Each time I return to New Iberia for a few months after a sojourn in Sewanee, I seem to meet up several times at the grocery with a friend who is a folk artist here in New Iberia. We usually stand in the aisle or parking lot of the grocery and stop traffic because we converse such a long time. The friend’s name is Jean Wattigny, and I wrote a profile about her when I was associate editor for “Acadiana Lifestyle,” referencing her as a Renaissance woman because she has diverse artistic gifts that would challenge any accomplished creative person.
Jean has taught gifted and talented students in Iberia Parish School system, including Anderson Jr. High, students with learning disabilities in the Plantation Education Program, Inc. and at Our Lady of Fatima School in Lafayette. She established a tutorial program for children with disabilities called “The Beacon School” at Episcopal School of Acadiana in Cade, St. Thomas More in Lafayette, and The Academy of the Sacred Heart at Grand Coteau, Louisiana. In the Gifted and Talented Program of Iberia Parish Schools, Jean taught students how to write and refers to that experience as one in which she took students “out of chains” since many of them had been paralyzed by their inability to write before they came to her.
When I wrote my book THEIR ADVENTUROUS WILL, PROFILE OF MEMORABLE LOUISIANA WOMEN, Jean did a preliminary drawing for the cover which I decided not to use because it had many colors in it and the cover would have cost more to reproduce than a two-color one. I left the picture at Sewanee so I can’t reproduce it here for readers, but it shows a whimsical imagination busy with quaint characterizations of women at work. Jean also painted, for me, cartoon-like designs on a wooden stool that depict me as someone who performed a juggling act with all the jobs I was carrying out a few years ago. In my bedroom here in New Iberia, I’ve placed atop this stool Raggedy Ann, Jimmy Bear, and two other stuffed bears to remind me that I’m almost 74 and had better start playing a little.
One of my favorites among Jean’s paintings is something called “Catahoula Cows,” which she first rendered as a poem that didn’t satisfy her creative impulses. In the poem, she attempted to capture a feeling she had one summer when she was pregnant with one of her three daughters. She likened herself to a Catahoula cow (at Catahoula, LA) lying in the sun, too tired to even flick away the flies.

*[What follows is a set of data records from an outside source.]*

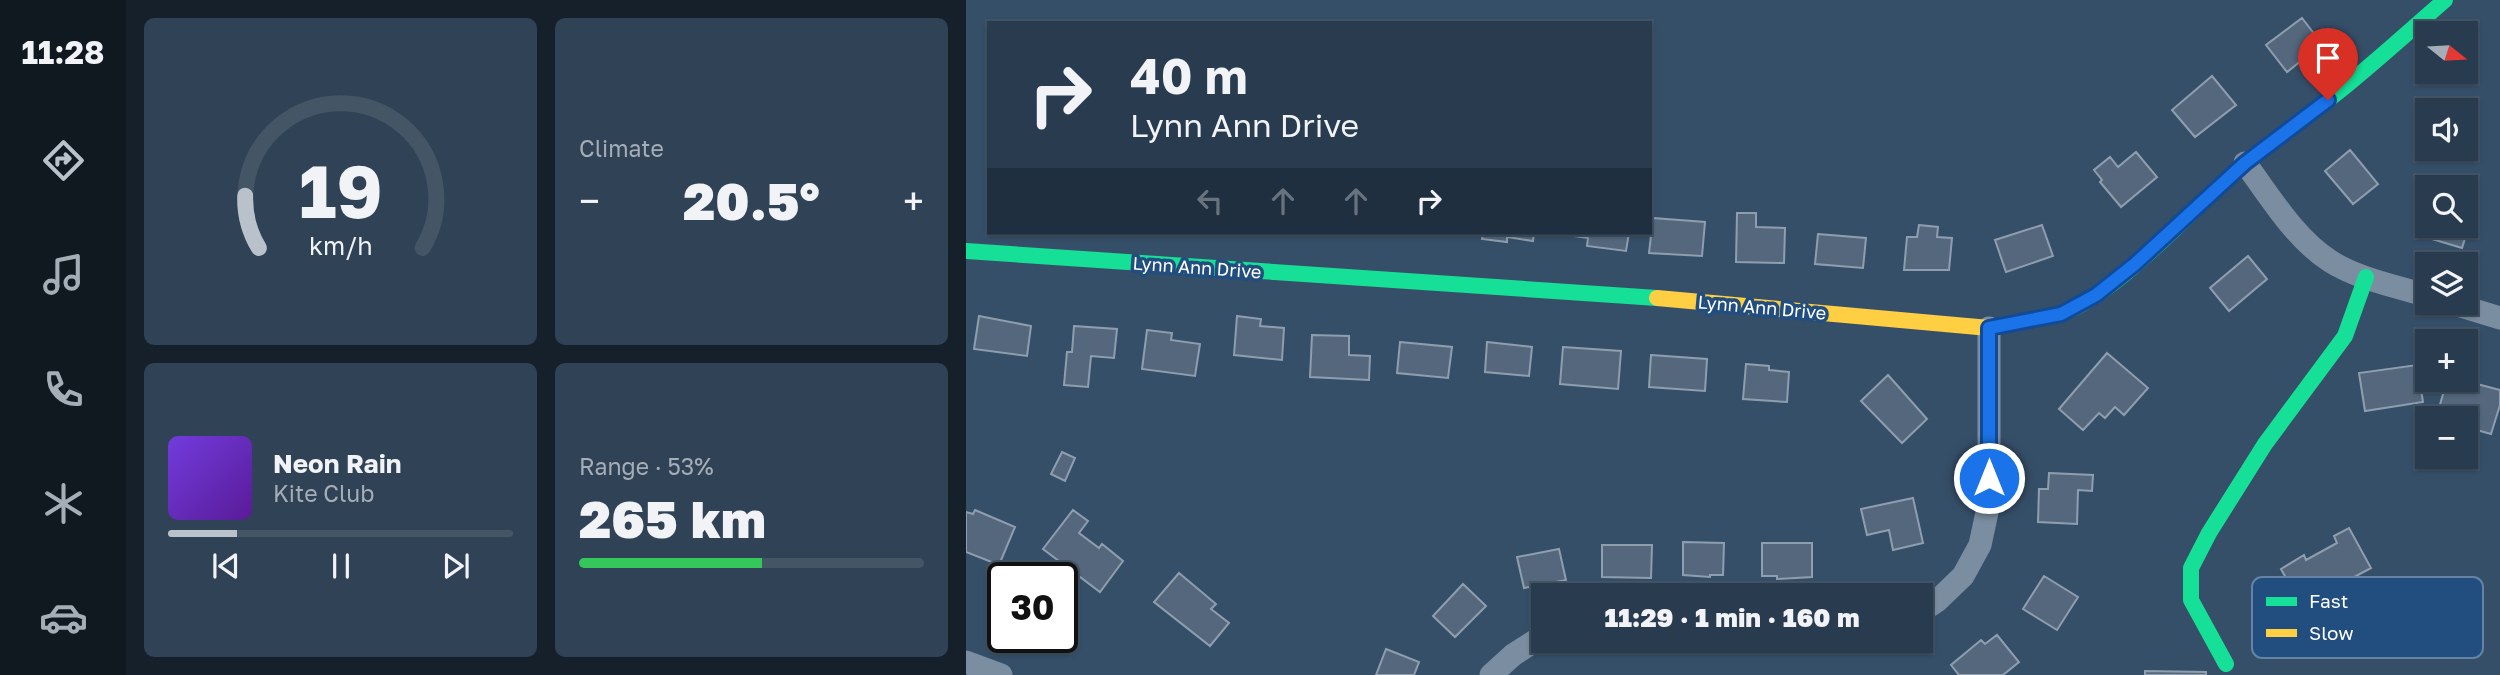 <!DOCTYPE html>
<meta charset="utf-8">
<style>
body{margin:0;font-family:"Golos Text",sans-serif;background:#304256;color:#f1f3f6;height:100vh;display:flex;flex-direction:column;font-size:26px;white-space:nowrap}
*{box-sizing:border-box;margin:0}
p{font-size:23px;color:#a5adb7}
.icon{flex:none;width:38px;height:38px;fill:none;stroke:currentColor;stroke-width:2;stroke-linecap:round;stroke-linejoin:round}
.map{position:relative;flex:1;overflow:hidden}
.drawer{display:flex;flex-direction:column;gap:18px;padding:18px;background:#16202b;width:840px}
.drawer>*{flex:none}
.hud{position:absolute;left:21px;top:21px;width:665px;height:214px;border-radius:0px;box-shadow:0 2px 5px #0004,0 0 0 2px #456;background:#283b4f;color:#f1f3f6;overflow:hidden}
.needle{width:46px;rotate:108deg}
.fabs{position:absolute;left:1449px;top:21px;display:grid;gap:14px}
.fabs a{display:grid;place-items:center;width:63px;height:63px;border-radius:0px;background:#283b4f;box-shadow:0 2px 5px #0004,0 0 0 2px #456;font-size:35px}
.speed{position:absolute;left:21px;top:562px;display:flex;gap:14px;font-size:35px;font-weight:700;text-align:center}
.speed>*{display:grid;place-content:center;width:91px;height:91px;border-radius:50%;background:#283b4f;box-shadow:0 2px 5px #0004,0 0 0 2px #456;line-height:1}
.speed .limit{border:4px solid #111;border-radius:10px;background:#fff;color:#111}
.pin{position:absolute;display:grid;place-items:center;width:60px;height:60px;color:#fff;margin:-72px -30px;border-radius:50% 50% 50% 0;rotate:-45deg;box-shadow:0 0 7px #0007}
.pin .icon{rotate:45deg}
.me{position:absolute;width:77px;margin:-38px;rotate:0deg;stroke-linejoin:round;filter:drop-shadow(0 0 5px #0008)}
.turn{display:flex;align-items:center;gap:24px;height:147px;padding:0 28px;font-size:32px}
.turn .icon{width:91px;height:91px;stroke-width:2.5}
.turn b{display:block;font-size:49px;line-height:60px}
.lanes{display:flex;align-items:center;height:66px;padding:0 28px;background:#0003;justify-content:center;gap:35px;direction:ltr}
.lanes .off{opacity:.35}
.big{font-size:52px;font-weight:800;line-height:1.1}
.drawer .widget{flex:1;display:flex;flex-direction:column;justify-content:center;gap:10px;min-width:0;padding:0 24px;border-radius:10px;background:#304256}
.drawer .dial{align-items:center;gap:0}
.dial svg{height:182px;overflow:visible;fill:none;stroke:#456;stroke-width:7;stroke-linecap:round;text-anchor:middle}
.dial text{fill:#f1f3f6;stroke:none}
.song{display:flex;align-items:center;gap:21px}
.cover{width:84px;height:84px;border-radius:10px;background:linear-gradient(135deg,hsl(260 70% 55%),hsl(270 70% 35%))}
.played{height:7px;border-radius:4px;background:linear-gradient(90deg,#b9c1ca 20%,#456 20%)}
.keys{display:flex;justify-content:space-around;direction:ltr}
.heat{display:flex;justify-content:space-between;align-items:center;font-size:38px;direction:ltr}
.charge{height:10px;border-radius:5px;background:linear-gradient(90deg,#34c759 53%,#456 0)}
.drawer .tiles{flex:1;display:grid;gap:18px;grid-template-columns:repeat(2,1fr)}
.trip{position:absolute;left:565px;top:583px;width:402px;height:70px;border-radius:0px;background:#283b4f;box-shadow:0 2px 5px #0004,0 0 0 2px #456;font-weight:800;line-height:70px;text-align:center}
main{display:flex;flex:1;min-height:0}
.dock{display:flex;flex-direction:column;width:126px;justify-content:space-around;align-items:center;background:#101820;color:#a5adb7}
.dock .icon{width:49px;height:49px}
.dock .selected{color:#b9c1ca}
.dock b{font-size:32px;color:#f1f3f6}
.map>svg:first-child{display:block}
.building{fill:#54677c;stroke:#8f9eae;stroke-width:2}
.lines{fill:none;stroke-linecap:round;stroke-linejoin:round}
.street{stroke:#7b8da0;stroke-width:23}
.fast{stroke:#16e098;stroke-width:16}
.slow{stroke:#ffcf43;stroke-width:16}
.route-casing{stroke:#114b97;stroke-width:18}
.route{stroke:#1a73e8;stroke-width:12}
.labels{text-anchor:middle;stroke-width:7;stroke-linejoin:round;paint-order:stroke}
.street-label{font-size:18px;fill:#fff;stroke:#214e7e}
.key{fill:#214e7e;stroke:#6483a5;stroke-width:2}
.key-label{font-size:19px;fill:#fff}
</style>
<main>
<nav class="dock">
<b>11:28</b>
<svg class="icon selected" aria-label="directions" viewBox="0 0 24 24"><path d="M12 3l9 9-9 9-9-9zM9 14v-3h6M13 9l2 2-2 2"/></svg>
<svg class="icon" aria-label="music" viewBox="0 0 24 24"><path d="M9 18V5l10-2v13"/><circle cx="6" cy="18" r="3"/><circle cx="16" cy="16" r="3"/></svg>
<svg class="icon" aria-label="phone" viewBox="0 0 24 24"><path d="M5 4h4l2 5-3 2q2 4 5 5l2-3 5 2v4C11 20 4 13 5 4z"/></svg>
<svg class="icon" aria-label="climate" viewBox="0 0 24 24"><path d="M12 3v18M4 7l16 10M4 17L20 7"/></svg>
<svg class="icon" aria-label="car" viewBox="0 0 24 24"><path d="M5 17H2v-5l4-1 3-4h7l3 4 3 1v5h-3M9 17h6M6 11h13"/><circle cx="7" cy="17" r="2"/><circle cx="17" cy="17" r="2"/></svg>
</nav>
<section class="drawer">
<div class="tiles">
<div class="widget dial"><svg viewBox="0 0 100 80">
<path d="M14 69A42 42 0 1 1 86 69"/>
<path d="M14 69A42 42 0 0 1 8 46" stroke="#b9c1ca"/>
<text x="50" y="56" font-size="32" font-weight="700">19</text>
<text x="50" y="72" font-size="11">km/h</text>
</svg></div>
<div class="widget"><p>Climate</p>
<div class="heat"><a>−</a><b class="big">20.5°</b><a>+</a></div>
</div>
<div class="widget">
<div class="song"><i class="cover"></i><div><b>Neon Rain</b><p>Kite Club</p></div></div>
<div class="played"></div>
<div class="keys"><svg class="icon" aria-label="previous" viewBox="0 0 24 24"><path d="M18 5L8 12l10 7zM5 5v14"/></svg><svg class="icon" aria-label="pause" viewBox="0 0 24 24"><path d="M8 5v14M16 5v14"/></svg><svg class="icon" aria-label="next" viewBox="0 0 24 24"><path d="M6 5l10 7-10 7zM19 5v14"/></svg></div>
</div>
<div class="widget"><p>Range · 53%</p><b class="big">265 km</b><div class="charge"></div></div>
</div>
</section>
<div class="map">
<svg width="1534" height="675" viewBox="0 0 1534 675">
<rect width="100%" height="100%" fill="#364f69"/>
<path class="building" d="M1336 18 1356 44 1321 72 1300 45Z
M1246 76 1270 105 1229 137 1206 110Z
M1384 150 1412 184 1387 204 1359 171Z
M1170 152 1191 177 1155 207 1134 182 1136 180 1128 170 1144 157 1152 167Z
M771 213H790V227L819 228 818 263 770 262Z
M687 218 739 222 736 256 683 253Z
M1461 218V226H1500V218L1505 219 1496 248 1456 236Z
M953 225 972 227 971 237 986 238 983 270H938L941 237H951Z
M1076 225 1087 256 1040 272 1029 240Z
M517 233H568L567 241 541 237V242L516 239Z
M608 233H663L660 251 621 246 622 238 607 236Z
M852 234 900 238 897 268 849 264Z
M1282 256 1301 279 1263 311 1244 288Z
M13 316 65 326 61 356 8 349Z
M271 316 295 319 294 326 318 328 316 360 268 355Z
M108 326 151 329 148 358 125 356 122 387 98 385 101 352H106Z
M181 330 206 333 205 340 234 344 229 376 176 369Z
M346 335 383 336V355L404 356 403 380 344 377Z
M434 342 486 347 482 378 431 373Z
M521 342 566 347 563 376 519 372Z
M597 347 655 351 652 389 594 384Z
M1141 353 1182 388 1158 415 1149 407 1139 418 1133 413 1117 430 1093 409Z
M685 355 741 359 739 391 683 387Z
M780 364 803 366V370L823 372 821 402 777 399Z
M1451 365 1457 402 1399 411 1393 373Z
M922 375 961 419 936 443 895 401Z
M1481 380H1496L1534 390V405L1525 434 1500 427V418H1496L1497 415 1473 408Z
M96 452 109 458 99 481 85 474Z
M1083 473 1127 475 1126 491 1112 490 1111 524 1072 522 1073 489H1082Z
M947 498 957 543 927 550 923 530 901 535 895 509Z
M9 510 49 527 33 565 0 552V512L7 514Z
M107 510 122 521 113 533 133 548 136 544 157 561 134 592 77 549Z
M1383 528 1405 568 1355 595 1352 590 1333 601 1315 569 1338 555 1340 560 1371 543 1368 536Z
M717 542 758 543 757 575H744V577L717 575Z
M796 543H846V577L811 579V576H796Z
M636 545H686L685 578 636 577Z
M593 549 600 580 558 588 551 557Z
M213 573 250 604 245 609 263 623 244 646 188 602Z
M1078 576 1112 597 1091 630 1057 609Z
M497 584 520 606 489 637 467 616Z
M1031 635 1053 662 1037 675H993L985 665 1015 640 1019 644Z
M420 649 453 662 448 675H410Z
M1179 671 1240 672V675H1179Z"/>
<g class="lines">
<path class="street" d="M1279 163C1304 196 1328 238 1364 261 1392 279 1430 286 1461 296
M1485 303 1534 318
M956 611 971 601 997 576 1014 545 1023 503V328
M0 662 35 675
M525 675 547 655 578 635"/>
<path class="fast" d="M0 251 691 298
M1086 316C1145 304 1232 201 1281 162 1314 135 1349 111 1382 84 1415 57 1447 28 1479 0
M1260 664 1225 600V568L1243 533 1299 444 1379 336 1400 277"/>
<path class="slow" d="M691 298 1023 328 1086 316"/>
</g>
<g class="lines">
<g class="route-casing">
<path id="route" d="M1023 478V328L1095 314 1130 295 1169 264 1279 163 1362 100"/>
</g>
<use href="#route" class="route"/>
</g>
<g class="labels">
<g class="street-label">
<text transform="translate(231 268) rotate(4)" y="6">Lynn Ann Drive</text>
<text transform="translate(796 308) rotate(5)" y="6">Lynn Ann Drive</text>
</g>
</g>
<rect x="1286" y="577" width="231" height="81" rx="10" class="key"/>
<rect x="1300" y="597" width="31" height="9" fill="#16e098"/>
<rect x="1300" y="629" width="31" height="8" fill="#ffcf43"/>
<g class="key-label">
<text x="1343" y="608">Fast</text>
<text x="1343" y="640">Slow</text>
</g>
</svg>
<div class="fabs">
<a><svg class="needle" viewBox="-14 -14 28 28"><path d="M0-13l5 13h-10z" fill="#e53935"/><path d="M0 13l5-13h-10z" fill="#a5adb7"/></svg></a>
<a><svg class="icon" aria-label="sound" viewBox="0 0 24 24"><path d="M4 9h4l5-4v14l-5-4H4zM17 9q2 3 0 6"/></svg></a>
<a><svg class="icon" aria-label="search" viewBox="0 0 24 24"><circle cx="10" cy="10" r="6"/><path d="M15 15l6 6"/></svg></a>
<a><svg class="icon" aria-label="layers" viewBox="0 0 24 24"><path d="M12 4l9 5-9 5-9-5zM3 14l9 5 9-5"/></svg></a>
<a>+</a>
<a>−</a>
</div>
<div class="speed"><div class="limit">30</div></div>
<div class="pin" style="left:1362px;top:100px;background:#d93025"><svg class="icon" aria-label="arrive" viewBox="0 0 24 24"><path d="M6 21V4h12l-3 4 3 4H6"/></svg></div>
<svg class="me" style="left:1023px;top:478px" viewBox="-20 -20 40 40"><circle r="17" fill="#1a73e8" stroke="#fff" stroke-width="3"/><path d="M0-11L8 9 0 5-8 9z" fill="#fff"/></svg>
<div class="trip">11:29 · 1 min · 160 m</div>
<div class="hud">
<div class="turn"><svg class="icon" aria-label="right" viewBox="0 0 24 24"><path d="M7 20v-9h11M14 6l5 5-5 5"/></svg><div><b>40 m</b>Lynn Ann Drive</div></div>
<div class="lanes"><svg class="icon off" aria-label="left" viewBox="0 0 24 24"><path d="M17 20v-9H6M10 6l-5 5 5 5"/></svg><svg class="icon off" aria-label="ahead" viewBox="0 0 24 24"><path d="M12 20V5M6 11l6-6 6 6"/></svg><svg class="icon off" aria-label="ahead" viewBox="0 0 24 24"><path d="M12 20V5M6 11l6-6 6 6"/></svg><svg class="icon" aria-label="right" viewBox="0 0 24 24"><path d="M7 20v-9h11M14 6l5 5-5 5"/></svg></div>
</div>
</div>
</main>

After struggling with the medium of poetry, she went to her easel and began painting the droll picture that now hangs in her old-fashioned kitchen, a large room decorated with rich woods and hanging copper pots.
Another colorful painting, “We Can Fly,” is reminiscent of Chagall and depicts her family flying away while she holds onto the house in which they live. All of Jean’s art reflects two aspects of her personality: humor and a determination to understand the inner self. “The mystery of artistic ideas – where they come from – is fascinating,” she says. Most of her work is done in oils, expressionist style, and show her deepest emotions about people and events in her life. She claims that she didn’t know what she was doing in art until she joined the Friends of Jung and figured out that she was expressing her feelings. Sometimes she expresses her feelings in poetry and quotes Wordsworth to explain the emotion: “Poetry is the special feeling remembered.”
Jean lives in a restored Greek Revival home built in 1852, prior to the Civil War. It is made of cypress that had been aged for a year and was designed and constructed by slaves. Jean’s husband Jerry built some of the furniture in the old home. The two-story mansion has floors made of wide board heart-of-pine and is furnished with Louisiana antiques, primitives, and family heirlooms. The Wattignys once ran a bed and breakfast and entertained guests from all over the world in their elegant home.
Jean says that in her teaching she has never taught the same thing two years in a row and believes that variety is an important part of good teaching. She confesses that she changes interests a lot but never really gives up anything. She might not continue the interest as a vocation but keeps it and continues to grow by pursuing that particular interest along with new creative work. Needless to say, when I encounter Jean in the grocery, I know that I’m about to be immersed in an adventure that expresses the latest interest in her full and varied life --she IS an artistic experience!